*WORK ITEM:*
In the answer, give the entries below exactly, from the first line through the line with "height:3px; margin:-1.5px; padding:0", with every picture omitted.

(Collected data entries)
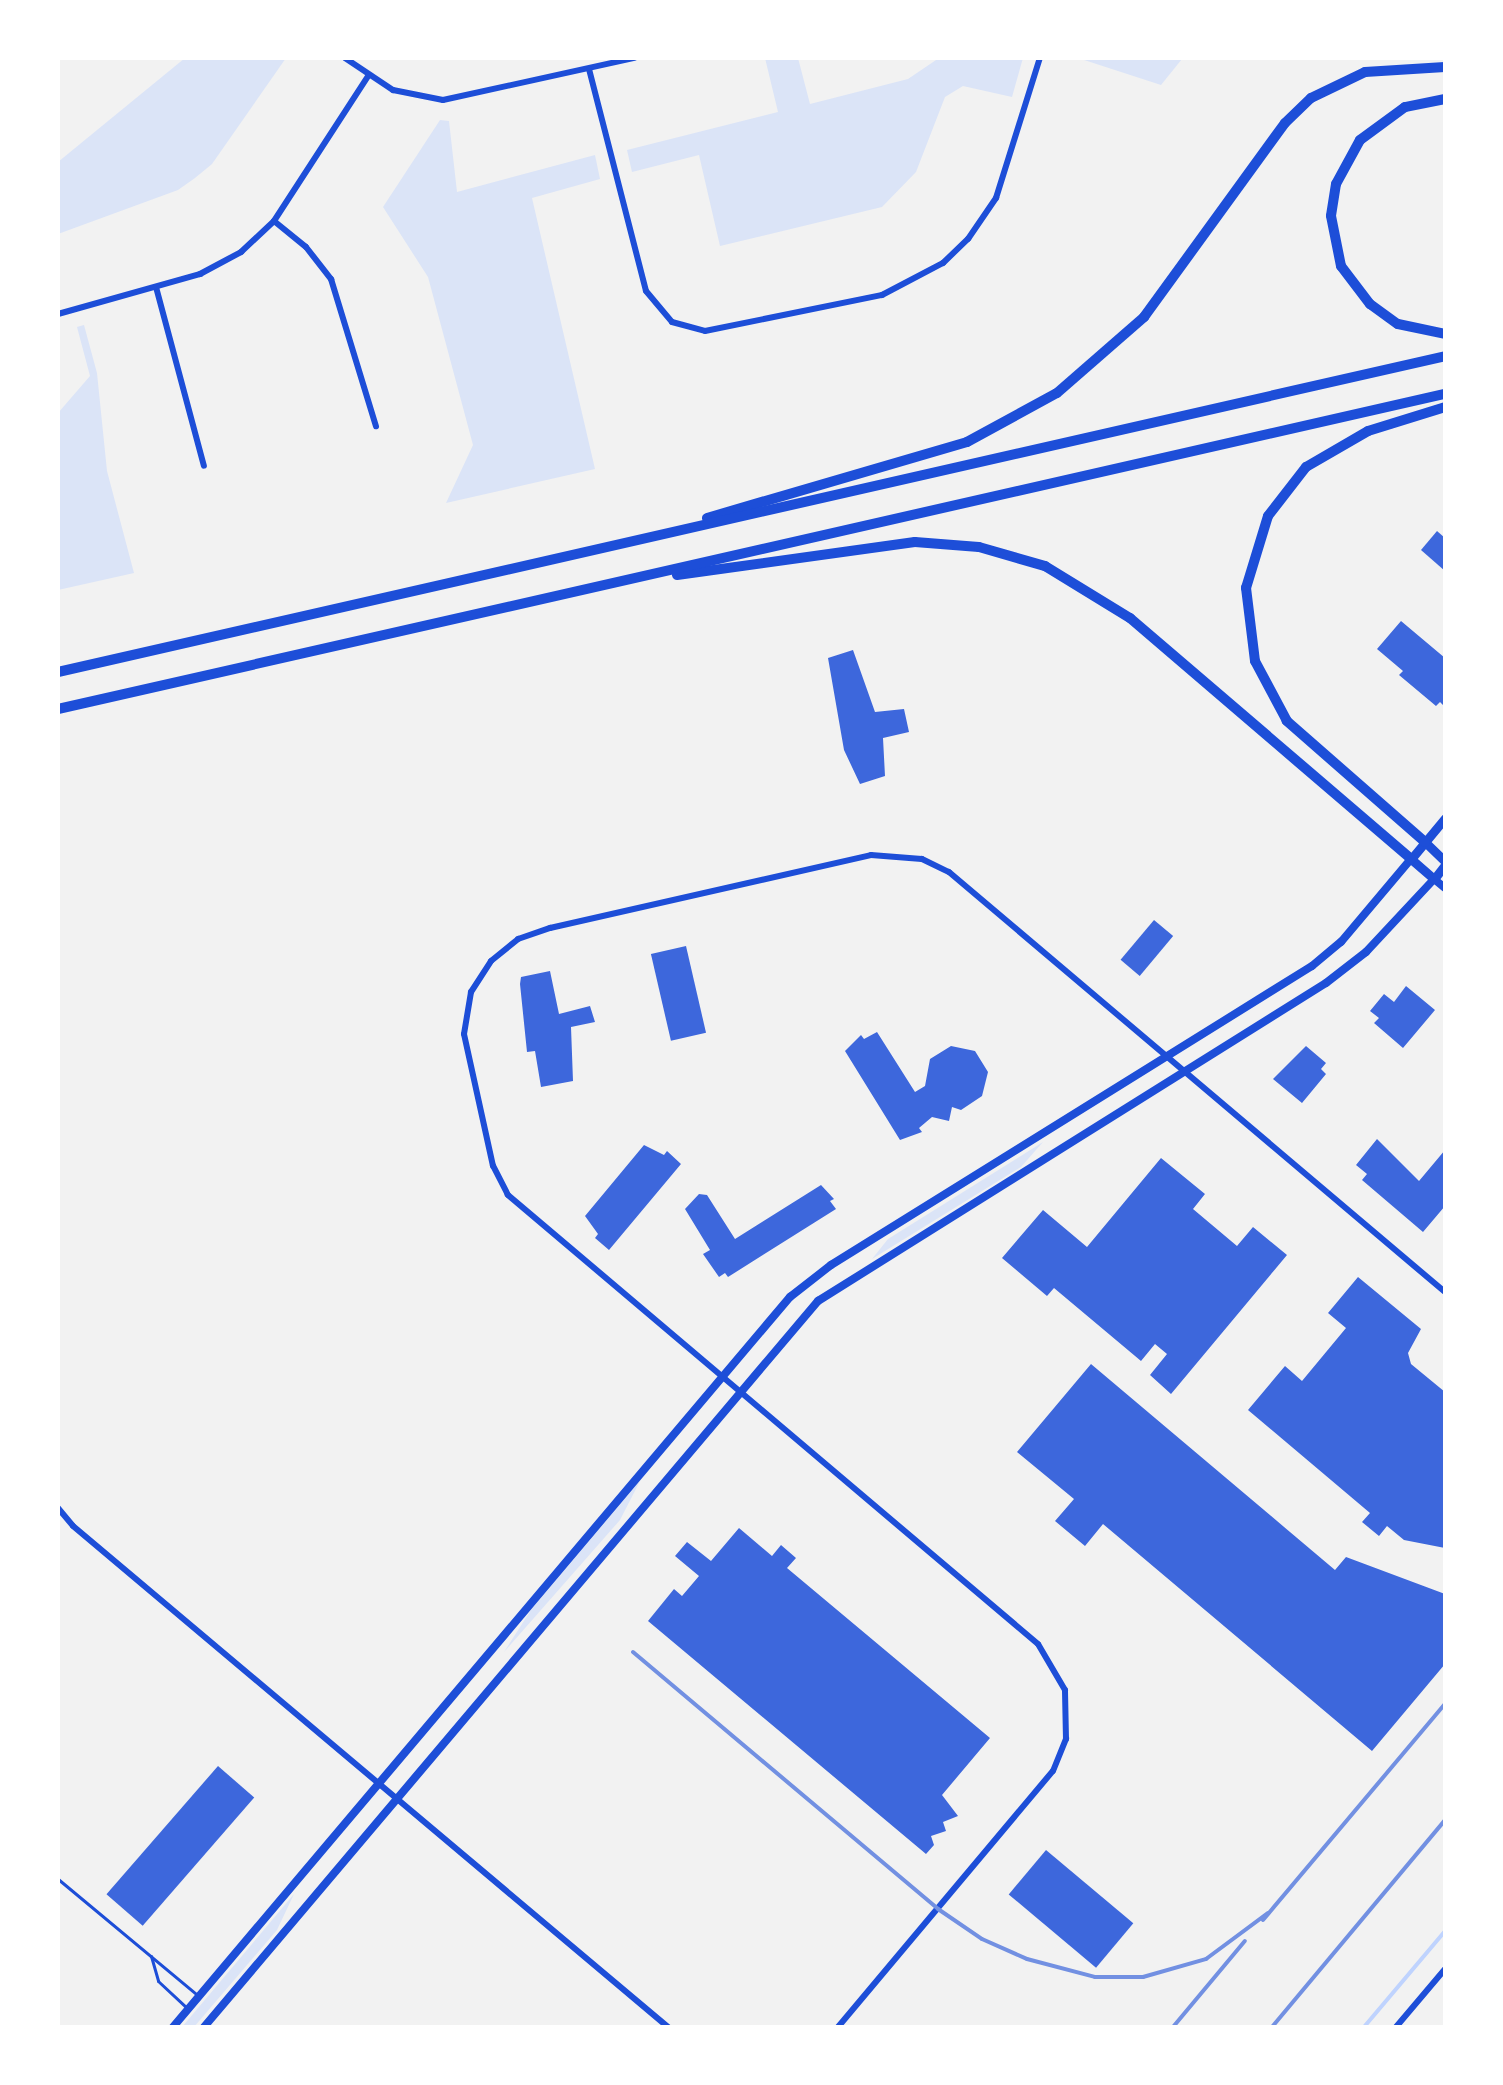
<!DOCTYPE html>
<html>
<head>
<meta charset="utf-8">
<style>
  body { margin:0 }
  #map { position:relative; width:1503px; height:2085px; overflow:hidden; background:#f2f2f2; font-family:"Space Grotesk",sans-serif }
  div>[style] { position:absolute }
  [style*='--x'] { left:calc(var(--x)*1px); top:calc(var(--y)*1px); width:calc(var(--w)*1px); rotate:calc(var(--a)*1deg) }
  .green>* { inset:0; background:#dbe4f7 }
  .stream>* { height:4px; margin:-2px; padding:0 2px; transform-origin:2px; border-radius:2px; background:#bfd3fe }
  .building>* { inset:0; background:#3d67dc; transform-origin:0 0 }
  .service>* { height:3px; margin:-1.5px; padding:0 1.5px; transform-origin:1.5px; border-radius:1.5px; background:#1d4ed8 }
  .minor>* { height:6px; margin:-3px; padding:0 3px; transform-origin:3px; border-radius:3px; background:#1d4ed8 }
  .secondary>* { height:8px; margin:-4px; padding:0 4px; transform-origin:4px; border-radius:4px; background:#1d4ed8 }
  .primary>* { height:9px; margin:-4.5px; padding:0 4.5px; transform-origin:4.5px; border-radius:4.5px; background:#1d4ed8 }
  .motorway>* { height:10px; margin:-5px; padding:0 5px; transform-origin:5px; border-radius:5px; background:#1d4ed8 }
  .rail>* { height:4px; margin:-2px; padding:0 2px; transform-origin:2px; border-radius:2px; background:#7290e2 }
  span { translate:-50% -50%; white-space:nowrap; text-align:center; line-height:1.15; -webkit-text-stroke:8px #fff; paint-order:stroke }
  .frame { position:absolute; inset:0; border:60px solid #fff; pointer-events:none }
</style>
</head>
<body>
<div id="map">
  <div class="green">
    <i style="clip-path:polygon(185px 58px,286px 58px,212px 164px,195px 178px,178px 190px,58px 234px,58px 162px)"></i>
    <i style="clip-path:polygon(765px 58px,798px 58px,810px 104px,908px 79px,939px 58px,1023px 58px,1012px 97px,963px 86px,945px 97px,916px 172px,882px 207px,720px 246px,699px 155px,632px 172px,627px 150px,778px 112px)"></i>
    <i style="clip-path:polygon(1078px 58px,1181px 58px,1182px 59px,1161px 85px)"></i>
    <i style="clip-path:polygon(440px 120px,449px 121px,457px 192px,595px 155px,600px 179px,532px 198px,595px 469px,446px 503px,473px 445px,428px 277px,383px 207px)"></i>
    <i style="clip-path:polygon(84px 325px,97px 373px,107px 471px,134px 573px,58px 590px,58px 413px,90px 376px,77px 327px)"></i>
    <i style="clip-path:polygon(1043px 1142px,1021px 1167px,872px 1259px,888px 1239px)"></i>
    <i style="clip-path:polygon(640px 1481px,620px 1520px,504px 1652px,531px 1610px)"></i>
    <i style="clip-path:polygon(294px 1894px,277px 1930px,194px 2027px,182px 2027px)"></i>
  </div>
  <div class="stream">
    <i style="--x:1364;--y:2027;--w:126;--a:-49.8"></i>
  </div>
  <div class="building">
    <i style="clip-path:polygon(1437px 531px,1445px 538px,1445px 571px,1421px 550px)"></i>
    <i style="clip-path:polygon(1401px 621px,1445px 658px,1445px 707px,1440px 702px,1436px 706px,1399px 675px,1403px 671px,1377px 649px)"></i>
    <i style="clip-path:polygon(853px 650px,875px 712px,904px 709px,909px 732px,883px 738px,885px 776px,860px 784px,844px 750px,828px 658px)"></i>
    <i style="left:1154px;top:920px;width:25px;height:52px;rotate:40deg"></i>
    <i style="left:686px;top:946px;width:89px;height:36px;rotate:77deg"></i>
    <i style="clip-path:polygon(550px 971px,559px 1014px,590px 1006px,595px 1022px,571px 1027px,573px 1081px,541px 1087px,535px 1051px,527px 1052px,520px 984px,521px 977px)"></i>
    <i style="clip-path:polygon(1406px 986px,1435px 1010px,1403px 1048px,1374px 1023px,1379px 1018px,1370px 1011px,1384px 994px,1394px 1002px)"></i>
    <i style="clip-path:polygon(877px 1032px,915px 1092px,925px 1086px,930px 1059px,951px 1046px,975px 1051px,988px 1072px,982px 1096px,961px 1110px,952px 1107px,949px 1121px,932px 1117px,919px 1128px,922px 1132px,900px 1140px,845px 1051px,861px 1035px,864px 1039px)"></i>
    <i style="clip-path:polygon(1306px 1046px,1326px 1063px,1321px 1069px,1326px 1074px,1302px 1103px,1273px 1079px)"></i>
    <i style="clip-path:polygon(1377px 1139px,1419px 1181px,1445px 1150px,1445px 1206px,1423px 1232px,1362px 1180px,1367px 1174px,1356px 1165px)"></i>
    <i style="clip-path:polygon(644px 1145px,664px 1155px,667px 1151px,681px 1164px,609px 1250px,595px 1238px,598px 1234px,585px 1216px)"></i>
    <i style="clip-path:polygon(1161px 1158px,1205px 1194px,1193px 1209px,1237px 1246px,1253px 1227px,1287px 1255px,1171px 1394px,1150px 1375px,1167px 1354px,1155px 1344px,1141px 1361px,1054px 1288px,1047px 1296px,1002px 1258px,1043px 1210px,1087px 1247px)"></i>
    <i style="clip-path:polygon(821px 1185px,834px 1199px,830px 1201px,836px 1209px,728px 1277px,725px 1273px,719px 1277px,703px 1254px,710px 1250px,685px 1209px,699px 1194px,707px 1195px,735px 1239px)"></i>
    <i style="clip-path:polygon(1358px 1277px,1421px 1329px,1408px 1353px,1411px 1364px,1445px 1392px,1445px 1548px,1404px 1540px,1387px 1526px,1379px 1536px,1362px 1522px,1370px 1513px,1248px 1410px,1285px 1366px,1302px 1381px,1346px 1328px,1328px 1313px)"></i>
    <i style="clip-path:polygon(1091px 1364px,1335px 1570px,1346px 1557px,1445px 1594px,1445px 1664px,1372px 1751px,1103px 1524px,1085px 1546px,1055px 1521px,1074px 1499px,1017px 1452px)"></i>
    <i style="clip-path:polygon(739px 1528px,772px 1556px,781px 1545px,796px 1558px,787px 1568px,990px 1738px,942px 1795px,958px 1816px,943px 1822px,946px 1831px,931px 1836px,934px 1845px,926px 1854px,648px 1621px,674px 1589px,682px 1596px,699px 1576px,675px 1556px,687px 1542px,711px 1561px)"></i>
    <i style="left:218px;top:1766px;width:48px;height:170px;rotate:41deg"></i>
    <i style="left:1046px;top:1850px;width:114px;height:58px;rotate:40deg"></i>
  </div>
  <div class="service">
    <i style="--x:58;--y:1879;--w:180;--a:39.8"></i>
    <i style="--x:151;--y:1956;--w:26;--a:74"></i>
    <i style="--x:158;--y:1981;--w:38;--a:43"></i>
  </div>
  <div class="minor">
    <i style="--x:345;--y:58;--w:58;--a:33.7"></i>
    <i style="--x:393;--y:90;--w:51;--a:11.3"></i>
    <i style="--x:443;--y:100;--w:196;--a:-12.4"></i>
    <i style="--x:589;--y:69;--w:229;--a:75.6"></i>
    <i style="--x:646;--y:291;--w:40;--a:50"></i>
    <i style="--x:672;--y:322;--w:34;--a:15"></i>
    <i style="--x:705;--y:331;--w:181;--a:-11.5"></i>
    <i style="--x:882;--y:295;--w:69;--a:-27.7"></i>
    <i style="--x:943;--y:263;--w:35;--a:-44"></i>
    <i style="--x:968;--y:239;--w:50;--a:-55.7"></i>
    <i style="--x:996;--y:198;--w:147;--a:-72.6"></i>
    <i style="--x:274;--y:221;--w:41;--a:39.1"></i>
    <i style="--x:306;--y:247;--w:41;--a:52"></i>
    <i style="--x:331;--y:279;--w:154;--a:73"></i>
    <i style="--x:156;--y:287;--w:185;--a:75"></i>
    <i style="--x:58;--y:314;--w:148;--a:-15.7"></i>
    <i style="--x:200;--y:274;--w:47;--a:-28.2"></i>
    <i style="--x:241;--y:252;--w:45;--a:-43.2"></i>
    <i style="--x:274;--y:221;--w:173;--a:-57"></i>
    <i style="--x:58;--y:1508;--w:23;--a:50"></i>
    <i style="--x:73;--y:1526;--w:778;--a:40.1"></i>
    <i style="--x:838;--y:2027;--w:334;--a:-50"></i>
    <i style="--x:1053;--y:1771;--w:35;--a:-68"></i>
    <i style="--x:1066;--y:1739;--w:49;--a:-91.2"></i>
    <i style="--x:1065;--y:1690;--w:53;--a:-120.4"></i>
    <i style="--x:1038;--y:1644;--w:695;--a:-139.73"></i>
    <i style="--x:508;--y:1195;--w:33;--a:-117"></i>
    <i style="--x:493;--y:1166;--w:135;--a:-102.4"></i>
    <i style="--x:464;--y:1034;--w:43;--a:-80.5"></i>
    <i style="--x:471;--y:992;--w:37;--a:-57"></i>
    <i style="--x:491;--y:961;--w:35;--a:-39"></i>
    <i style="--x:518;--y:939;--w:34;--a:-19"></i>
    <i style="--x:550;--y:928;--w:329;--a:-12.8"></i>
    <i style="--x:871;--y:855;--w:51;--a:4.5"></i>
    <i style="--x:922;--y:859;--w:30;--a:26"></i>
    <i style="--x:949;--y:872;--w:650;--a:40.26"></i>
    <i style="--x:1396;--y:2027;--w:76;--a:-49.8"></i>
  </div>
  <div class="secondary">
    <i style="--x:173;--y:2027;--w:956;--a:-49.8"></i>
    <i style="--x:790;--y:1297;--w:52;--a:-38"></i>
    <i style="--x:831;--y:1265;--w:566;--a:-31.87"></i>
    <i style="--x:1312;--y:966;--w:38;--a:-40"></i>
    <i style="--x:1341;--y:942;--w:109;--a:-49.9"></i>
    <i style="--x:204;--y:2027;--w:951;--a:-49.78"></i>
    <i style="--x:818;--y:1301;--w:599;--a:-32.05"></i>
    <i style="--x:1326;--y:983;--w:51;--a:-37.8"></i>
    <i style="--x:1366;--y:952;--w:100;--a:-47"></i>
    <i style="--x:1434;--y:879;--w:14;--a:39"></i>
  </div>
  <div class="primary">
    <i style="--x:1445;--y:818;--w:53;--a:129.7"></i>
    <i style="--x:1411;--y:859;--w:30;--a:41"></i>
    <i style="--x:1434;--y:879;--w:18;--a:-52"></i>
    <i style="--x:1425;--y:842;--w:28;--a:44"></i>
  </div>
  <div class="motorway">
    <i style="--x:1445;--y:99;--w:41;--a:168.7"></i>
    <i style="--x:1405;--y:107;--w:56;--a:143.7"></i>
    <i style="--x:1360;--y:140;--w:50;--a:118.6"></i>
    <i style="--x:1336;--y:184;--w:32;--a:99"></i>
    <i style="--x:1331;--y:216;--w:51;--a:78.7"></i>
    <i style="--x:1341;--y:266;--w:48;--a:52.7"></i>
    <i style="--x:1370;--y:304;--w:34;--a:36"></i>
    <i style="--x:1398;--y:324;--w:48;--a:12"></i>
    <i style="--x:707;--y:518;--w:271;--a:-16.3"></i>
    <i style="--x:967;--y:442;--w:102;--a:-28.6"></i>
    <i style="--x:1057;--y:393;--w:116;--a:-41.1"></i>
    <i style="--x:1144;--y:317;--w:240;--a:-54"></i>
    <i style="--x:1285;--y:123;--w:36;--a:-44"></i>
    <i style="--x:1311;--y:98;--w:60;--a:-25.7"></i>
    <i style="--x:1365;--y:72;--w:80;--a:-3.6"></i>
    <i style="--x:677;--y:575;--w:240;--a:-7.9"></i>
    <i style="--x:915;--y:542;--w:64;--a:4.5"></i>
    <i style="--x:979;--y:547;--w:69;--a:16.1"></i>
    <i style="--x:1045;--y:566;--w:100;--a:31.5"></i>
    <i style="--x:1130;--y:618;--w:370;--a:40.6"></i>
    <i style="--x:58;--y:672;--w:1423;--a:-12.83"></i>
    <i style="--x:58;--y:709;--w:1422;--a:-12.8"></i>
    <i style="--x:1425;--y:842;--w:184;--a:-138.8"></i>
    <i style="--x:1287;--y:721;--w:68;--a:-118.1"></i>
    <i style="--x:1255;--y:661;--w:74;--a:-97"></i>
    <i style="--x:1246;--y:588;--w:75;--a:-73"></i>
    <i style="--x:1268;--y:516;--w:62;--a:-52.2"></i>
    <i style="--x:1306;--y:467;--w:72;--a:-30.1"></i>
    <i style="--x:1368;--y:431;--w:81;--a:-17.3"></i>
  </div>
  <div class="rail">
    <i style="--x:633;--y:1652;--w:399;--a:40.1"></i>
    <i style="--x:938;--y:1909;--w:53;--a:34.3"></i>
    <i style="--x:982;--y:1939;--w:49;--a:24"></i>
    <i style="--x:1027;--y:1959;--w:70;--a:14.8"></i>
    <i style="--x:1095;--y:1977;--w:48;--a:0"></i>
    <i style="--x:1143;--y:1977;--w:66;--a:-15.9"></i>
    <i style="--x:1206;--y:1959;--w:77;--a:-36.6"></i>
    <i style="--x:1263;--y:1920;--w:282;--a:-49.9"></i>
    <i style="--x:1173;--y:2027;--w:112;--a:-50.1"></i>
    <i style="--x:1272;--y:2027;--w:270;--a:-50.1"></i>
  </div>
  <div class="frame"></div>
</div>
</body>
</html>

*PROBLEM SOLUTION:*
<!DOCTYPE html>
<html>
<head>
<meta charset="utf-8">
<style>
  body { margin:0 }
  #map { position:relative; width:1503px; height:2085px; overflow:hidden; background:#f2f2f2; font-family:"Space Grotesk",sans-serif }
  div>[style] { position:absolute }
  [style*='--x'] { left:calc(var(--x)*1px); top:calc(var(--y)*1px); width:calc(var(--w)*1px); rotate:calc(var(--a)*1deg) }
  .green>* { inset:0; background:#dbe4f7 }
  .stream>* { height:4px; margin:-2px; padding:0 2px; transform-origin:2px; border-radius:2px; background:#bfd3fe }
  .building>* { inset:0; background:#3d67dc; transform-origin:0 0 }
  .service>* { height:3px; margin:-1.5px; padding:0 1.5px; transform-origin:1.5px; border-radius:1.5px; background:#1d4ed8 }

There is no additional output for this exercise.